À 15km de Repentigny (30)
J’avais une cousine bien-aimée, Jeanne, décédée trop tôt malheureusement, atteinte d’une maladie
dégénérative dans la dernière partie de son existence. Fille d’un oncle du côté maternel, celle-ci était un rayon de
soleil dans nos vies. Quels sourire et rire extraordinaires. Outre sa maladie
tardive, elle avait vécu plus jeune une période de souffrances intenses, mais elle s’était
relevée grâce à sa foi, sa nature optimiste, ses quatre enfants bien-aimés et
tous ceux et celles qui l’entouraient de leur compassion et de leur affection.

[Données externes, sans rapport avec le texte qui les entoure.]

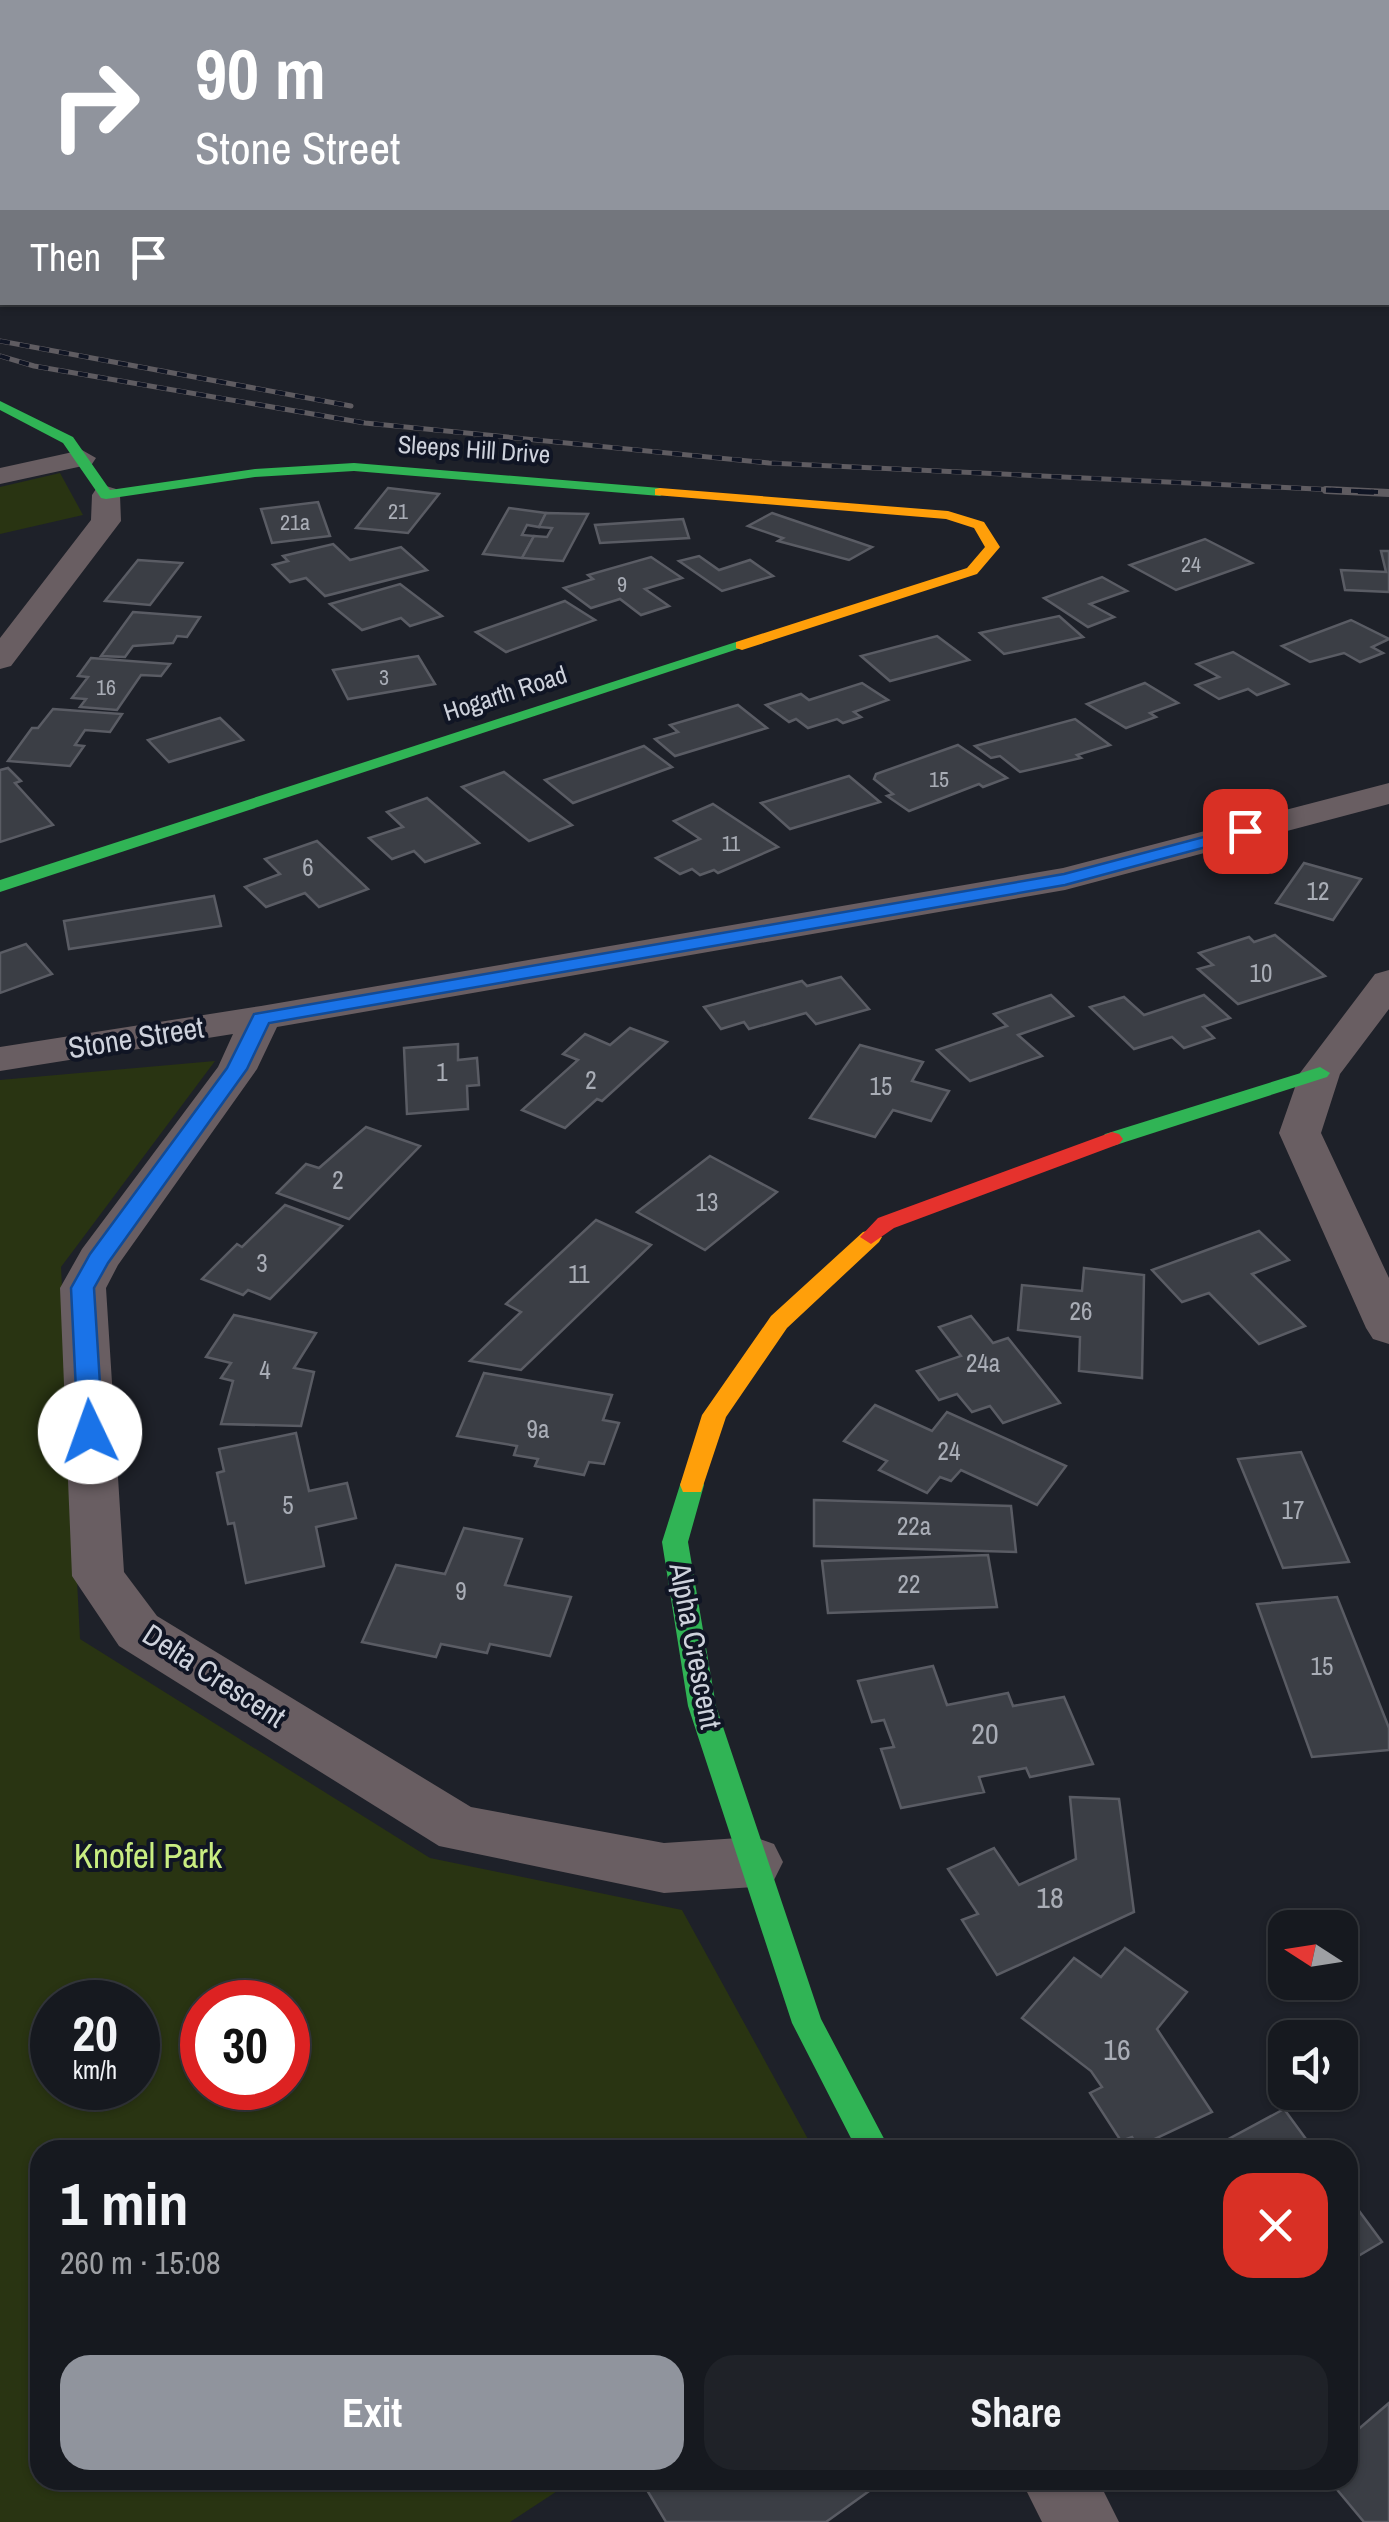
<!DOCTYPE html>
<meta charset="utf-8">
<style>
body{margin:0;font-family:"Archivo Narrow",sans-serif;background:#1f2228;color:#f1f3f6;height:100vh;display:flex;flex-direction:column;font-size:38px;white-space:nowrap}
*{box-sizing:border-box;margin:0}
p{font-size:32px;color:#9ea0a4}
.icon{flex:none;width:55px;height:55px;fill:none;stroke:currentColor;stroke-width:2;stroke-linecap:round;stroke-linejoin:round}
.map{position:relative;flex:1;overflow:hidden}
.sheet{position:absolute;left:30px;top:2140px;width:1328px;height:350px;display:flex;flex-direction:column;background:#16191f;border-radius:30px;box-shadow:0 2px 8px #0004,0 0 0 2px #35383d}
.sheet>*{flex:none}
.hud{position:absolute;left:0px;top:0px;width:1390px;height:305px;box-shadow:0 2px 8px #0004,0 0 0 2px #35383d;background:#90949d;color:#fff;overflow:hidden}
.needle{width:65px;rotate:282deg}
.buttons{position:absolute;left:1268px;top:1910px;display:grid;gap:20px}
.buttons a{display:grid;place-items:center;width:90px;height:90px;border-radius:20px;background:#16191f;box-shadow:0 2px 8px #0004,0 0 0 2px #35383d;font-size:50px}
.speed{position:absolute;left:30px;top:1980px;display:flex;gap:20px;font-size:50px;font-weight:700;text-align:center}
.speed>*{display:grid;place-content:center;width:130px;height:130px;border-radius:50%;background:#16191f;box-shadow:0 2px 8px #0004,0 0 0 2px #35383d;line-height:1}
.speed small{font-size:25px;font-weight:400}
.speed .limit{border:15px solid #d22;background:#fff;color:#111}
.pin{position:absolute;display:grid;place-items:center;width:85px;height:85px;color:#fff;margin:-42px;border-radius:20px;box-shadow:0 5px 15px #0006}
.me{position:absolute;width:110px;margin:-55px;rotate:357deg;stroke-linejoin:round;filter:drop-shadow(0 0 8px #0008)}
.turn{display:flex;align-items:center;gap:35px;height:210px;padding:0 30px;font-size:45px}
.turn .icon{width:130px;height:130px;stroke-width:2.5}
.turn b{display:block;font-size:70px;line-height:85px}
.then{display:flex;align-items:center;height:95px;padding:0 30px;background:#0003;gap:20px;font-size:38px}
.round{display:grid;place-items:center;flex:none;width:105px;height:105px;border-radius:30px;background:#1f2228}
.summary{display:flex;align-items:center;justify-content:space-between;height:170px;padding:0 30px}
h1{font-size:60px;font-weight:700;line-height:75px}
.cta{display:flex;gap:20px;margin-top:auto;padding:20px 30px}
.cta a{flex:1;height:115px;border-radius:30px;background:#90949d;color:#fff;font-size:40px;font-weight:700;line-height:115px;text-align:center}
.cta a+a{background:#1f2228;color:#f1f3f6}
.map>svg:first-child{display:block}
.green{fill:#293412;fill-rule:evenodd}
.building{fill:#3b3e45;stroke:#5a5c64;stroke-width:2.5}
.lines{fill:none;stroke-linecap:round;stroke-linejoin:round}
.street{fill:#695e62;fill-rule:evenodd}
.fast{fill:#30b455;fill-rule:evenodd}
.slow{fill:#ff9f0a;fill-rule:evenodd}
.jam{fill:#e5322d;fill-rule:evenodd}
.rail-far1-casing{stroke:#5f5c61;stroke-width:5}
.rail-casing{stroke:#5f5c61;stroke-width:8}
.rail-far1{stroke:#101524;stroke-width:4;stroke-dasharray:10;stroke-linecap:butt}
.rail{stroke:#101524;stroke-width:5;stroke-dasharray:16;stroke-linecap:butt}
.route{fill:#1a73e8;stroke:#114b97;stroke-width:2.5}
.labels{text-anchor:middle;stroke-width:8;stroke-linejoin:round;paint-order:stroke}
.far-number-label{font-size:22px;fill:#a9adb6}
.far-street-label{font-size:25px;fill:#ced2dc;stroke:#101524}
.number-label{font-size:25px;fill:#a9adb6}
.street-label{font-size:30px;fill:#ced2dc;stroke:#101524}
.near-number-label{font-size:30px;fill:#a9adb6}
.near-park-label{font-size:35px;fill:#c9ed81;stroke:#101524}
</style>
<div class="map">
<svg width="1389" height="2522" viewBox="0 0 1389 2522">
<rect width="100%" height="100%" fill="#1e2129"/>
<g class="green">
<polygon points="60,473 83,515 0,534 0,487"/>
<path d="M215,1061L61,1267L80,1639L430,1858L682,1910L814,2150H40V2480H574L510,2522H0V1080ZM52,2002H138V2088H52ZM202,2002H288V2088H202Z"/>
</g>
<g class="building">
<polygon points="388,488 439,494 408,533 356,528"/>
<polygon points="318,502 330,536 272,543 261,509"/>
<polygon points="509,508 546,513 539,527 527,525 522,535 534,536 522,558 483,554"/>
<polygon points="546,513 588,514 563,561 522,558 534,536 547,537 552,528 539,527"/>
<polygon points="772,513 872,547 849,560 778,541 783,538 748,526"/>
<polygon points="683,519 689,538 600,543 595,525"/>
<polygon points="1205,539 1252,563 1176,590 1130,565"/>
<polygon points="333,544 350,560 401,547 427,570 325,596 306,578 290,582 273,565 288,561 283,556"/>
<polygon points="1381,551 1389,551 1389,592 1345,590 1341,570 1386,572"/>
<polygon points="699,556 719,570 750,560 773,576 722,591 679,561"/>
<polygon points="651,557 682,578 645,589 669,606 641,615 620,599 591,608 564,588 593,579 588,575"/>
<polygon points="138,560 182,563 150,605 105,601"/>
<polygon points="1102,577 1127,591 1090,604 1114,617 1088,627 1044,598"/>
<polygon points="400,584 442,616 410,626 401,618 362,630 330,604"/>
<polygon points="565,601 595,620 506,652 476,632"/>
<polygon points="133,612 200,617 187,637 177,636 173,643 133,646 125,657 101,656"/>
<polygon points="1059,616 1083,637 1004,654 980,633"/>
<polygon points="1351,620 1389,639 1372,647 1383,653 1360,662 1344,653 1310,662 1282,646"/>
<polygon points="937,636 969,660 890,681 861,656"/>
<polygon points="1233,652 1288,684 1257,695 1248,689 1219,699 1196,685 1219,677 1197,664"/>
<polygon points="418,656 435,684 348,699 333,670"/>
<polygon points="91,658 170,664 161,676 141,675 117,710 80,707 86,699 72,698 88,677 78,676"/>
<polygon points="862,683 888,700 854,712 861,717 843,723 837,719 808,728 796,719 789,722 766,705 801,694 809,700"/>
<polygon points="1145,683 1178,703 1150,713 1156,717 1126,728 1087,704"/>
<polygon points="738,705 767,728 675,756 655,739 678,732 670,725"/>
<polygon points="53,709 122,714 110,732 85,730 75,745 84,746 70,766 8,761 32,728 38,728"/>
<polygon points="220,718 243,740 169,762 148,740"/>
<polygon points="1075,719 1110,745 1077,755 1081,758 1020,772 1000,756 991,758 975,746"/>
<polygon points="958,745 1007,778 983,787 979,784 909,811 887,796 893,794 874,779 876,774"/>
<polygon points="644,746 672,767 573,803 545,780"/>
<polygon points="8,768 21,781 15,783 53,825 0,842 0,770"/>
<polygon points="504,772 572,825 529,841 462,787"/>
<polygon points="849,776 880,802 790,829 761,803"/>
<polygon points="427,798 479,843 425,862 414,851 392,859 369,838 403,827 387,812"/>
<polygon points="713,804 778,847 718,873 714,870 700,875 692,869 680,874 656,858 700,839 674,821"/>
<polygon points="317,841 368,889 319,907 305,893 266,907 245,887 280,874 265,859"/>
<polygon points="1304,863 1361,879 1333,920 1276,903"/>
<polygon points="214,896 221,926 69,949 64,921"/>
<polygon points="1275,935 1325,976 1238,1004 1198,969 1213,965 1199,953 1249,937 1254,942"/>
<polygon points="26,944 52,974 0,993 0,953"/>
<polygon points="841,977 869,1009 816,1024 806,1013 749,1029 744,1022 721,1029 704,1007 802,981 807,986"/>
<polygon points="1051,995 1073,1016 1018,1035 1042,1056 970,1081 937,1050 1007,1026 994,1014"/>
<polygon points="1204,995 1230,1018 1203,1027 1214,1038 1184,1048 1172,1037 1134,1049 1090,1007 1124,997 1144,1015"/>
<polygon points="630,1028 667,1042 602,1101 597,1099 565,1128 522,1110 578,1060 563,1054 585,1034 610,1045"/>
<polygon points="458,1044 458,1060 477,1058 479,1085 467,1086 468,1109 407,1114 404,1048"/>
<polygon points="860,1045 923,1062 912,1081 949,1091 931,1121 893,1110 875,1137 810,1118"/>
<polygon points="366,1127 420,1146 349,1219 277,1193 306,1164 319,1168"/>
<polygon points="710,1156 777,1192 705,1250 637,1212"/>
<polygon points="285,1205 342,1226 270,1299 248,1290 243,1295 202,1279 237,1244 242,1247"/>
<polygon points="596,1220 651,1245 521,1370 470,1361 521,1312 506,1304"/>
<polygon points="1259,1231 1289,1260 1252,1274 1305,1326 1259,1344 1209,1293 1182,1302 1152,1270"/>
<polygon points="1084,1268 1144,1275 1142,1378 1079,1371 1080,1337 1018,1330 1022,1285 1082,1291"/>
<polygon points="234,1315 316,1333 294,1368 314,1372 301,1426 221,1424 233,1381 221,1378 231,1363 206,1357"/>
<polygon points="971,1316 993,1343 1008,1338 1060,1403 1003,1423 990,1406 972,1412 957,1394 939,1400 917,1371 961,1356 939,1327"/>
<polygon points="484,1373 612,1395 603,1420 619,1423 604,1464 589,1462 584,1475 535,1466 538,1459 514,1455 517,1446 457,1436"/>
<polygon points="875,1405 932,1431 947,1412 1066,1466 1037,1505 961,1470 951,1481 940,1477 927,1493 879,1470 887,1461 844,1441"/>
<polygon points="296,1433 309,1491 347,1483 356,1518 316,1527 324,1566 246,1583 234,1523 228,1524 217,1473 224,1471 219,1449"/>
<polygon points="1301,1452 1349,1562 1283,1568 1238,1459"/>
<polygon points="814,1500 1011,1506 1016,1552 814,1546"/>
<polygon points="464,1528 522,1539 505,1585 571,1597 550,1656 490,1644 487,1653 441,1644 436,1657 362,1642 396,1565 445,1574"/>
<polygon points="988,1555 997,1607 828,1613 822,1561"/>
<polygon points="1337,1597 1389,1728 1389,1750 1312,1757 1257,1604"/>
<polygon points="933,1666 947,1705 1008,1693 1013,1706 1064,1697 1093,1764 1030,1777 1026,1768 979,1777 984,1792 901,1808 881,1749 894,1747 884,1720 872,1722 858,1681"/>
<polygon points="1070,1797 1119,1799 1134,1912 997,1975 962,1920 978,1914 948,1869 994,1848 1019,1885 1076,1859"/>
<polygon points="1125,1948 1187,1992 1157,2029 1212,2112 1138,2147 1132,2137 1121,2141 1090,2093 1102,2087 1091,2071 1022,2018 1074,1958 1101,1977"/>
<polygon points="1284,2109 1314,2150 1208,2150"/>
<polygon points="1348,2196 1382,2242 1348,2262"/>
<polygon points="1389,2403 1389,2522 1364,2522 1329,2480 1348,2480 1348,2438"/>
<polygon points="641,2480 882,2480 883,2481 826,2522 666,2522"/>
</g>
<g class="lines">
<g class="street">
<polygon points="82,450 96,458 92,464 0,484 0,468"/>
<polygon points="106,486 116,489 120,495 121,521 11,666 0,669 0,638 91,520 92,495 96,489"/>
<polygon points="1389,783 1389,804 1065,890 277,1027 257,1069 118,1265 106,1288 124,1572 157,1616 471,1807 664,1843 754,1837 774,1844 783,1862 774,1880 754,1887 664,1893 439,1846 119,1646 72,1576 60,1288 82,1249 218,1067 233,1034 0,1071 0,1047 261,1006 1063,868"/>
<polygon points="1389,970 1389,1009 1340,1074 1321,1133 1389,1278 1389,1344 1373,1339 1366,1328 1279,1133 1300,1073 1375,974"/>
<polygon points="1021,2480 1098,2480 1119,2522 1042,2522"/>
</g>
<g class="fast">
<polygon points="0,401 73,437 110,490 255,469 354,463 660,488 667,492 660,496 354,471 255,477 106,499 101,498 63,443 0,410"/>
<polygon points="736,642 750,645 0,892 0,880"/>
<polygon points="1320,1067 1330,1073 1327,1077 1119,1144 1112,1146 1101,1139 1105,1134"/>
<polygon points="692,1476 701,1478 704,1485 688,1542 716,1706 821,2019 890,2150 857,2150 792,2023 688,1706 662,1542 680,1485 683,1478"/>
</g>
<g class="slow">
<polygon points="660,488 948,511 984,522 1000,547 977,574 742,650 736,648 736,642 967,568 985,547 974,528 946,519 655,495 655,489"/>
<polygon points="871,1230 882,1237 879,1242 787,1328 726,1417 701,1492 683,1492 680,1485 702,1415 771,1316 863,1232"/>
</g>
<polygon class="jam" points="1112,1132 1119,1134 1123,1139 1119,1144 894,1228 871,1244 860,1237 878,1218"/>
<defs>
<g id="rail-far1">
<polyline points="0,341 351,406"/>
<polyline points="0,356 34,366 365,423 769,463 1378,492"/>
</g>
<polyline id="rail" points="1326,490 1389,493"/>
</defs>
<use href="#rail-far1" class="rail-far1-casing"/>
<use href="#rail" class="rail-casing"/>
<use href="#rail-far1" class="rail-far1"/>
<use href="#rail" class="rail"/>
</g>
<polygon class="route" points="1245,826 1254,831 1251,835 1065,885 269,1023 247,1069 108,1263 94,1288 103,1432 90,1440 78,1432 71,1288 90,1254 227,1068 254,1014 1064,874"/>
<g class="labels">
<g class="far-number-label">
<text x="398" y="519">21</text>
<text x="295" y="530">21a</text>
<text x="1191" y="572">24</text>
<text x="622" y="592">9</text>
<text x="384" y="685">3</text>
<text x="106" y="695">16</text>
<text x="939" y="787">15</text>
<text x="731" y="851">11</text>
</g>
<g class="far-street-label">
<text transform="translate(474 449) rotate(4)" y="9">Sleeps Hill Drive</text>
<text transform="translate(505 693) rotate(-18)" y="9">Hogarth Road</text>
</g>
<g class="number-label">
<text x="308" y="876">6</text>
<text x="1318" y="900">12</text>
<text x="1261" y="982">10</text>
<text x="442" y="1081">1</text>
<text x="591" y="1089">2</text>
<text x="881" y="1095">15</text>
<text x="338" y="1189">2</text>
<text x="707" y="1211">13</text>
<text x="262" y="1272">3</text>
<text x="579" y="1283">11</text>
<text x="1081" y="1320">26</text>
<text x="983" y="1372">24a</text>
<text x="265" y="1379">4</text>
<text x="538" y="1438">9a</text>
<text x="949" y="1460">24</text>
<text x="288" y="1514">5</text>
<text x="1293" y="1519">17</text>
<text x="914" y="1535">22a</text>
<text x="909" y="1593">22</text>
<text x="461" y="1600">9</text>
<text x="1322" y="1675">15</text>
</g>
<g class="street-label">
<text transform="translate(136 1038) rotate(-9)" y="10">Stone Street</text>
<text transform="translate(695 1646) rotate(79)" y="10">Alpha Crescent</text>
<text transform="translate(214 1676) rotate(33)" y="10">Delta Crescent</text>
</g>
<g class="near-number-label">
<text x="985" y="1744">20</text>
<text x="1050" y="1908">18</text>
<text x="1117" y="2060">16</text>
</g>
<g class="near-park-label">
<text x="148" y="1868">Knofel Park</text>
</g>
</g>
</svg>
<div class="buttons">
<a><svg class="needle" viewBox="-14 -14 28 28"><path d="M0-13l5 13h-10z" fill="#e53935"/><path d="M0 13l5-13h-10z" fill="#9ea0a4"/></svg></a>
<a><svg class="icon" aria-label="sound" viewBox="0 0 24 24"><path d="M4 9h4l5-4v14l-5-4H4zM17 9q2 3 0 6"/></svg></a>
</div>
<div class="speed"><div>20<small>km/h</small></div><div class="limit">30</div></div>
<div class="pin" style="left:1245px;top:831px;background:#d93025"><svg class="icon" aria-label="arrive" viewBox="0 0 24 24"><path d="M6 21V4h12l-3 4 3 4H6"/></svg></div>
<svg class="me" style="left:90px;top:1432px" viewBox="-20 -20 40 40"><circle r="19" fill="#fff"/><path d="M0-13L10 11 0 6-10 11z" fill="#1a73e8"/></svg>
<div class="hud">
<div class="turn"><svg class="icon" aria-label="right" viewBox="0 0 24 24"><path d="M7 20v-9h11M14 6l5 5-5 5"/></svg><div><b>90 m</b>Stone Street</div></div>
<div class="then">Then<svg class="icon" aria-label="arrive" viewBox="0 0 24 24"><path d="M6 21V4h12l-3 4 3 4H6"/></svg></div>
</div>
<section class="sheet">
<div class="summary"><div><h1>1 min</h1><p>260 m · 15:08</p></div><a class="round" style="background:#d93025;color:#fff"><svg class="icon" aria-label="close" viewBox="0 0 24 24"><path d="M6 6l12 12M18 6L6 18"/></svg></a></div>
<div class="cta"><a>Exit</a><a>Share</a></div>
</section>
</div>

Ma petite famille faisait partie de ses plus proches. Parmi les nombreux
souvenirs, je me rappelle sa présence réconfortante lorsque j’arrivai en trombe
à Montréal-Nord pour annoncer le suicide de mon ami à ma mère (cela fera 40 ans
ce 22 octobre). Jeanne honorait ma mère de sa visite et le beau visage ému et
empathique de ma chère cousine me fit beaucoup de bien, tout comme sa chaleureuse
accolade, plus parlante que bien des mots.
Depuis
longtemps, nous allions visiter Jeanne à Repentigny (banlieue située
directement à l’Est de l’île de Montréal, près du pont Le Gardeur ou du pont de
l’autoroute 40). Nous avions intensifié nos ‘tours de machine’ -comme on disait
à l’époque- vers son domicile après sa douloureuse séparation. Nous nous
faisions proches de ses jeunes enfants et avions développé un bel attachement.
Que de bonheur aussi lorsqu’ils nous rendaient la pareille et venaient se
baigner dans notre petite piscine familiale ou prendre un repas chez nous. Joie! Vie!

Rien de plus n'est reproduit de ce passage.